Australian classical scholar

Kathryn Welch is an Australian historian. She is an honorary associate professor in the Department of Classics and Ancient History at the University of Sydney, and a specialist in Roman Republican and early Imperial History.

== Career ==
Kathryn Welch studied for her BA and MA at the University of Sydney, before moving to the University of Queensland for her PhD. Her PhD thesis, titled "Caesar and Rome: a study of Roman politics and administration, 49-44 B.C." was completed in 1990. She worked for six years as a teacher at Kogarah High School. In 1991, she joined the University of Sydney. She has been awarded various research fellowships: including between 1993 and 1996 a Leverhulme Trust postdoctoral research fellowship at the University of Exeter, and in 1999 a Research Institute of Humanities and Social Sciences Writing Fellowship. She has also held visiting research fellowships. In 2003, she was a senior visiting fellow at the Australian Centre for Numismatic Studies, Macquarie University, in 2016 a visiting scholar at Merton College, and in 2017 at the University of Heidelberg. She also held the Thompson Fellowship at the University of Sydney in 2017. Between 2013 and 2017, she served as honorary secretary of the Australasian Society for Classical Studies. She retired from her university post in 2021, and remains a co-director of the Pompeii Cast Project, a project which focuses on analysis of plaster casts from Pompeii.

== Research ==
Welch's research focuses on the politics and historiography of the late Roman Republic and early empire. Her 2012 book on Sextus Pompeius has been described as an "important contribution" and a "welcome reassessment" of the late Republican period, and her chapter in the volume The alternative Augustan age was described as a "prosopographical gem". Her work on Appian has similarly been described as "important" for adjusting modern assessments of the ancient historian.

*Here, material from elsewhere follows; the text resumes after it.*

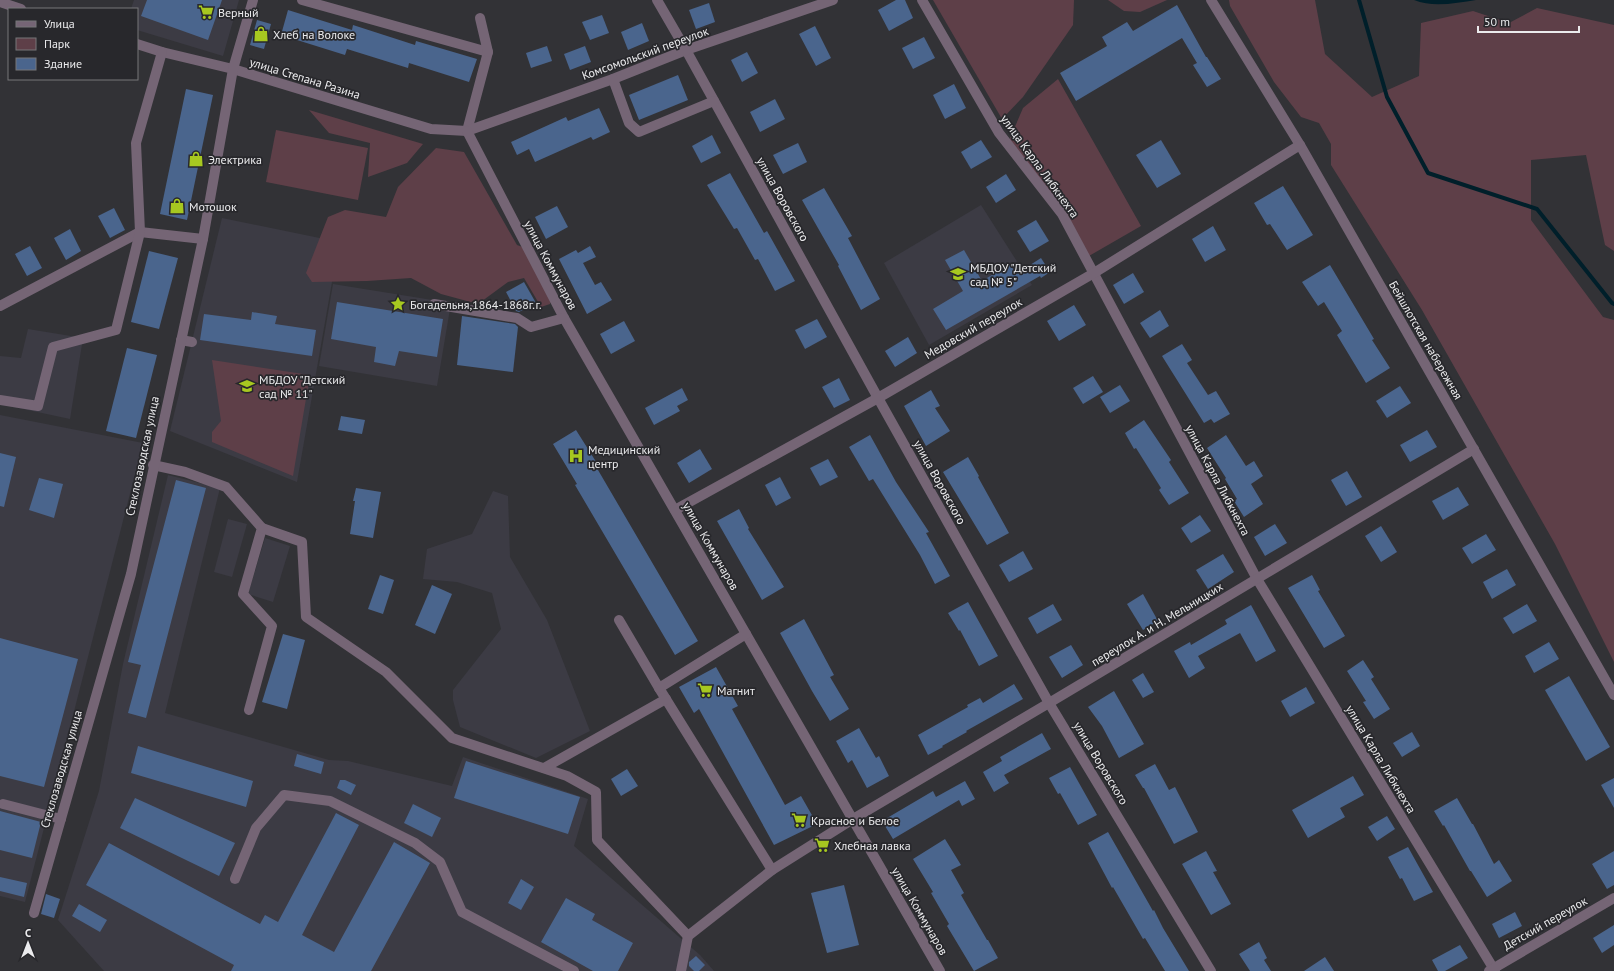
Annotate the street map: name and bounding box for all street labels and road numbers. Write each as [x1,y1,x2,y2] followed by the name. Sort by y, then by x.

== Selected publications ==
- Welch, K., Powel, A. (2002). Sextus Pompeius. United Kingdom: Gerald Duckworth & Co and The Classical Press of Wales.
- Welch, K., Hillard, T. (2005). Roman Crossings: Theory and Practice in the Roman Republic. Swansea: The Classical Press of Wales.
- Welch, K. (2012). Magnus Pius: Sextus Pompeius and the Transformation of the Roman Republic. Swansea, UK: The Classical Press of Wales.
- Welch, K. (2015). Appian's Roman History: Empire and Civil War. Swansea: The Classical Press of Wales.
- Welch, K. (2019). Shields of Virtue(s). In K. Morrell, J. Osgood, K. Welch (Eds.), The Alternative Augustan Age, (pp. 282–304). New York: Oxford University Press.